African-American women tend to be less susceptible to osteoporosis, and greater radial bone density has been correlated with breast cancer risk among African-American women by Nelson et al. Studies thus far provide opportunities for speculation, but they fail to offer a clear picture of how hormone levels might account for the unique epidemiology of breast cancer in African-American women.
These patterns persist even after controlling for stage and age, as demonstrated in studies by Newman et al. Furthermore, as biomedical research and genotyping tools develop further, contemporary studies are identifying other provocative characteristics that appear to be specific to African-American breast cancer patients.Breast cancer: More than epidemiologic studies have looked at the association between alcohol consumption and the risk of breast cancer in women.
These studies have consistently found an increased risk of breast cancer associated with . Comparative analysis of clinicopathologic features, treatment, and survival of Asian women with a breast cancer diagnosis residing in the United States Min Yi MD, PhD 1,2,†,*, Peijun Liu MD, PhD 1.
Breast cancer is the most common cancer and the leading cause of cancer-related death in women worldwide. 1 Metastatic breast cancer remains an incurable disease but is treatable by means of. We obtained information about prerandomisation tumour characteristics, clinical tumour response, surgery, recurrence, and mortality for women in ten randomised trials in early breast cancer that began before and compared NACT with the same chemotherapy given postoperatively.

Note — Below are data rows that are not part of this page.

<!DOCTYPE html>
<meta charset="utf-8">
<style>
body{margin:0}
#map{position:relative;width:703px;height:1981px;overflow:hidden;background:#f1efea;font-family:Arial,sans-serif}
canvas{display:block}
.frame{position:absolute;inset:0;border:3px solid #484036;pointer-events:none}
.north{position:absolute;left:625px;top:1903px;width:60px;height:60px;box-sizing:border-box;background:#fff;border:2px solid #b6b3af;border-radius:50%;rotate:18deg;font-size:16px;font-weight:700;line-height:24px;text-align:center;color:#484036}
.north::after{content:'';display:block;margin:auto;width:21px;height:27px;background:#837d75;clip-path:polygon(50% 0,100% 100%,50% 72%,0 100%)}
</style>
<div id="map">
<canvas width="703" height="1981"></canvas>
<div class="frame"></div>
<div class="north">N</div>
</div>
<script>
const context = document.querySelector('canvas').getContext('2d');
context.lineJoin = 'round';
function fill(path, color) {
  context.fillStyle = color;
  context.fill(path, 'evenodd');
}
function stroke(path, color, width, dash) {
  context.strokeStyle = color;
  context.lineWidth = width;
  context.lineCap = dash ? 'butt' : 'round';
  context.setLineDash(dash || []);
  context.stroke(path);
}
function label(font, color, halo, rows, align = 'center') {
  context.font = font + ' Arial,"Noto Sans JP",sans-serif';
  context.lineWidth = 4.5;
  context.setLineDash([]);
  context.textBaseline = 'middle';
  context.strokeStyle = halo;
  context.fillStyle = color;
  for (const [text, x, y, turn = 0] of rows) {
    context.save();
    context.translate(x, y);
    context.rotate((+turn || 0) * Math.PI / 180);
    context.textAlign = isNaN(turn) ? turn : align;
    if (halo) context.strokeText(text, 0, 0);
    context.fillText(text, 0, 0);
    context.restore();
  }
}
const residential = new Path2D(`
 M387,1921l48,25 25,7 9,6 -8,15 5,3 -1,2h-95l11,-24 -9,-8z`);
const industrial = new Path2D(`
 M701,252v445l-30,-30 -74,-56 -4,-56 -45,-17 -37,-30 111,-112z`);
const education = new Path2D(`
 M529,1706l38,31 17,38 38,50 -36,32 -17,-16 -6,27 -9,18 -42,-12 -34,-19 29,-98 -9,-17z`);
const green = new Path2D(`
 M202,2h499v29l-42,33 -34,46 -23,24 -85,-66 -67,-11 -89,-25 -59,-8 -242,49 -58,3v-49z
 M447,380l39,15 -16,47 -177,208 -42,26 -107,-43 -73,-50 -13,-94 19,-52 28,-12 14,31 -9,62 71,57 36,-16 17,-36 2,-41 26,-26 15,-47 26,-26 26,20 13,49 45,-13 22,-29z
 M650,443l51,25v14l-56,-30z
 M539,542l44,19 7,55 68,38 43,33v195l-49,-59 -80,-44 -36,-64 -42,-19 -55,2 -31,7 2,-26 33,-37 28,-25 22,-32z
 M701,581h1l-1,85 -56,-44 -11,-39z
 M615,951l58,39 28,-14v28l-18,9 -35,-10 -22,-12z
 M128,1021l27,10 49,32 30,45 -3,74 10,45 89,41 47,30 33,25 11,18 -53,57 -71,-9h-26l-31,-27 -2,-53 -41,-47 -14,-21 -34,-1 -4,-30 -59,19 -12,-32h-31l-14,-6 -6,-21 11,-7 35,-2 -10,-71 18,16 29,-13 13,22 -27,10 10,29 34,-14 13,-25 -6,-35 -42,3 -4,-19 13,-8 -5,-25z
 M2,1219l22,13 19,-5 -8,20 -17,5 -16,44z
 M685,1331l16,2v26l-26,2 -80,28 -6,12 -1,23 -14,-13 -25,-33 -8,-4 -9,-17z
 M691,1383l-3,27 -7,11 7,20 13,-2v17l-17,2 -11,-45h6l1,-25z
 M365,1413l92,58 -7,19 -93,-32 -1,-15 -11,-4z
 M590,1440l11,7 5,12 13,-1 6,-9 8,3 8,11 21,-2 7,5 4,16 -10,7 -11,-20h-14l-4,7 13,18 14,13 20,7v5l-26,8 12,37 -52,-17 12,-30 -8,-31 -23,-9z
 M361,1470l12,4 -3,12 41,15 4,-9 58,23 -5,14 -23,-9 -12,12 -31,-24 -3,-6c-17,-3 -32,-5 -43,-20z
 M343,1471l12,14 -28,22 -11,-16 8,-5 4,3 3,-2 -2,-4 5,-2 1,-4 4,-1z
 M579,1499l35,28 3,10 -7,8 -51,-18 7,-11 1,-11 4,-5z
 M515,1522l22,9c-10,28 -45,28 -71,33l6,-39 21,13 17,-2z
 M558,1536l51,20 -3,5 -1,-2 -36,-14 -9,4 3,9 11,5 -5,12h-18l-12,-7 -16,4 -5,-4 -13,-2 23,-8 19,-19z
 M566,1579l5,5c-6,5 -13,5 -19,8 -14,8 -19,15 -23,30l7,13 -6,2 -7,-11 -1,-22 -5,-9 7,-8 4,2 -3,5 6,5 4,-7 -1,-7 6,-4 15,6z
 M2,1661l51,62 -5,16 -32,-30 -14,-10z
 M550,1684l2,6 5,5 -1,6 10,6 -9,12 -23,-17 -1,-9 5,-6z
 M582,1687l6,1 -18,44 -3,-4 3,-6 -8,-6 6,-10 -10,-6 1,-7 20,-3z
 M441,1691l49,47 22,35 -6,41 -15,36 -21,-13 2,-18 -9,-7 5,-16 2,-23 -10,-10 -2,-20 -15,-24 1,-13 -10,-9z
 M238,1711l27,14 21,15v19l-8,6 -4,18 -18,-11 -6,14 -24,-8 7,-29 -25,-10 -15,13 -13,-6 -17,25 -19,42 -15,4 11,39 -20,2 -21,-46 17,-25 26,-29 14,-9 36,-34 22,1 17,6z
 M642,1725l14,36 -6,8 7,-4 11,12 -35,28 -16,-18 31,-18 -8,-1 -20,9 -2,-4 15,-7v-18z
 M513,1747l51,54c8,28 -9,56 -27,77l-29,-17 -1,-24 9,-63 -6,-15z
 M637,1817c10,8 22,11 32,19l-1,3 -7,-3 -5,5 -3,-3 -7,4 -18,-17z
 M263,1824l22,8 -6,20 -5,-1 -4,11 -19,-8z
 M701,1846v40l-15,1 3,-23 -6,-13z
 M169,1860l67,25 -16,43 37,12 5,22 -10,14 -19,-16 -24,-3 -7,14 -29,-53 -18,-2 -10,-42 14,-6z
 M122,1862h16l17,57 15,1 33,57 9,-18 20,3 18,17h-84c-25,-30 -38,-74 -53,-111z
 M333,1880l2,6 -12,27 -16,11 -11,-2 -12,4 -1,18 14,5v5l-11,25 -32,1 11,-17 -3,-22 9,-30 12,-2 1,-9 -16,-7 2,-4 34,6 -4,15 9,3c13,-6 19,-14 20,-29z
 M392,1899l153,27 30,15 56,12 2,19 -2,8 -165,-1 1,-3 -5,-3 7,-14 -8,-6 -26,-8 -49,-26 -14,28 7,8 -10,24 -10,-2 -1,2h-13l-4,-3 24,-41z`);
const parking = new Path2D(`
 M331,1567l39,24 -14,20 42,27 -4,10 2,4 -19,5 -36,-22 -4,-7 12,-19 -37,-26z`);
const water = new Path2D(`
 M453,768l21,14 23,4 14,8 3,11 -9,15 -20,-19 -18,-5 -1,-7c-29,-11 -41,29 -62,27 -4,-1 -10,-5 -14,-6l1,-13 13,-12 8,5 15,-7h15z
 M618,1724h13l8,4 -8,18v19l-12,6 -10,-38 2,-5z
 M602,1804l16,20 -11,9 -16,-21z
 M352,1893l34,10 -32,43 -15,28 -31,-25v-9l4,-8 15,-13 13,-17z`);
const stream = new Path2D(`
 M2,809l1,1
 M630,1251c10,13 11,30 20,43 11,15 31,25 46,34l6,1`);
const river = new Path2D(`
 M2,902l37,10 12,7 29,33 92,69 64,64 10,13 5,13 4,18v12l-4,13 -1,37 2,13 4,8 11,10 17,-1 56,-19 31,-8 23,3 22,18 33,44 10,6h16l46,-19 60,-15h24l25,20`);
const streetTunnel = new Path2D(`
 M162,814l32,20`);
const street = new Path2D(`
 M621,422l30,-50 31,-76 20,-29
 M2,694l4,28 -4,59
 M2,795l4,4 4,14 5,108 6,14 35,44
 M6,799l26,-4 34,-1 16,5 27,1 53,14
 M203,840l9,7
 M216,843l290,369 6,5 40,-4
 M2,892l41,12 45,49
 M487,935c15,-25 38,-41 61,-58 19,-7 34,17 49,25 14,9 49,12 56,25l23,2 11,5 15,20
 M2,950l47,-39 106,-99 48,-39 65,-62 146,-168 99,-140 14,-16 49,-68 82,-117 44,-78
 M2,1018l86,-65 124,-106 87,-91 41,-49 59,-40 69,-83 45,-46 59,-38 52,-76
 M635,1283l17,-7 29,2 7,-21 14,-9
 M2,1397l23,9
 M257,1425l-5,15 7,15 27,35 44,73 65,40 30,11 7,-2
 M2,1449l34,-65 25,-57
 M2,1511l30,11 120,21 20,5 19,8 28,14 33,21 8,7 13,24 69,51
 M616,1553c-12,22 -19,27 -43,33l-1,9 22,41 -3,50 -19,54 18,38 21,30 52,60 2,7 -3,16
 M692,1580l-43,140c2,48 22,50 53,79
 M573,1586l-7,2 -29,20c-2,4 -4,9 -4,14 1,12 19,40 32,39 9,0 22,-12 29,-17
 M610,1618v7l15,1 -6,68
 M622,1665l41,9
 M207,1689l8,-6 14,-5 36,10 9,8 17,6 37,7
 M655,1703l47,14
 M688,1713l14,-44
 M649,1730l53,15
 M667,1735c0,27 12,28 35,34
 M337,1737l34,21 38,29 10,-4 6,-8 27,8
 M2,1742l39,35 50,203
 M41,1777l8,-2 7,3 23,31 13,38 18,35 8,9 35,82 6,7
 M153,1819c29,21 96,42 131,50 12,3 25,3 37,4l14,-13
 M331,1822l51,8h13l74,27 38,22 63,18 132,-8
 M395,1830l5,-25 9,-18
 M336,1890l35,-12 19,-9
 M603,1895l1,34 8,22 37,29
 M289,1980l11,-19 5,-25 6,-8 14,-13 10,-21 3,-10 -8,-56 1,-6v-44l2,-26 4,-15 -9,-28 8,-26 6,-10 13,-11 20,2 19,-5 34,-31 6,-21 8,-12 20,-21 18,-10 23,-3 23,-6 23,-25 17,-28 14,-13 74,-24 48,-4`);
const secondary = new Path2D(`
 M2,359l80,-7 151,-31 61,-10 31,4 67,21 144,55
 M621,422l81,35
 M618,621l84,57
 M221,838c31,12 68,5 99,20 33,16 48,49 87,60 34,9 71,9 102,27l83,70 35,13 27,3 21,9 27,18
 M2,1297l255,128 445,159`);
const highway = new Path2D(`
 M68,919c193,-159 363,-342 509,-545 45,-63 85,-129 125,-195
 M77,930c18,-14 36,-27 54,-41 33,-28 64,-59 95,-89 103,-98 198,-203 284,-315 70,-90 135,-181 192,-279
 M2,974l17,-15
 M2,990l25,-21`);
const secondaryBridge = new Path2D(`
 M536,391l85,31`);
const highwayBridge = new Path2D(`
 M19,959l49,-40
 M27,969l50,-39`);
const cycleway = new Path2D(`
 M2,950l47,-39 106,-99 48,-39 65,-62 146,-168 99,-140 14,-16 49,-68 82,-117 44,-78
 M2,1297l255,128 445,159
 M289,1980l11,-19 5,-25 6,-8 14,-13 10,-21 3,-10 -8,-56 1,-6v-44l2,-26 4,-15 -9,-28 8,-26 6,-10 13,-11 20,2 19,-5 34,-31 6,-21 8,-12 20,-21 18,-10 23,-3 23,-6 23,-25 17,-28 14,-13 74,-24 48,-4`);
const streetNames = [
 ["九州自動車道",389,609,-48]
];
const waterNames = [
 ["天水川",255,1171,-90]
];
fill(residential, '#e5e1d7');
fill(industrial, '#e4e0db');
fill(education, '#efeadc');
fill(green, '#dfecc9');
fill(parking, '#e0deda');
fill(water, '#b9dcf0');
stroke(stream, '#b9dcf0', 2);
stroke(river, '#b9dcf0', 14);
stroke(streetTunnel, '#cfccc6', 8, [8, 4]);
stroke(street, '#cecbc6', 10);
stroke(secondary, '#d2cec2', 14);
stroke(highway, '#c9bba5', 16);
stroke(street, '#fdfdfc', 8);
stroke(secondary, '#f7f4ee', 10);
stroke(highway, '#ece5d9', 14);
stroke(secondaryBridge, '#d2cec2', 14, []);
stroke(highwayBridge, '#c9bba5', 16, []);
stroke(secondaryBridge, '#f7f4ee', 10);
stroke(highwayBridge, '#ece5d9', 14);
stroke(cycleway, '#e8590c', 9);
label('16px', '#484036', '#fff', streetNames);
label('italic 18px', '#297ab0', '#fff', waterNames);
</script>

Cancer Treatment Centers of America (CTCA), headquartered in Boca Raton, Florida, is a national, for-profit network of five comprehensive cancer care and research centers and three out patient care centers that serves cancer patients throughout the United arteensevilla.com follows an integrative approach to cancer care that uses conventional approaches like surgery, chemotherapy, radiation and.
Breast cancer is the most common invasive cancer in women, and the second main cause of cancer death in women, after lung cancer.
Among US women in , there will be an estimated , new cases of invasive breast cancer, 63, new cases of breast carcinoma in situ, and 40, breast cancer deaths. While breast cancer incidence rates are highest in non-Hispanic white women, breast cancer . Screening for Cervical and Breast Cancer Among Women, by Demographic Characteristics and Access to Care, National Health Interview Survey, United States, Characteristic Cervical Cancer, Papanicolaou Test Within Past 3 years. Breast cancer is the most common cancer and the leading cause of cancer-related death in women worldwide. 1 Metastatic breast cancer remains an incurable disease but is treatable by means of.
Advances in screening and treatment have improved survival rates.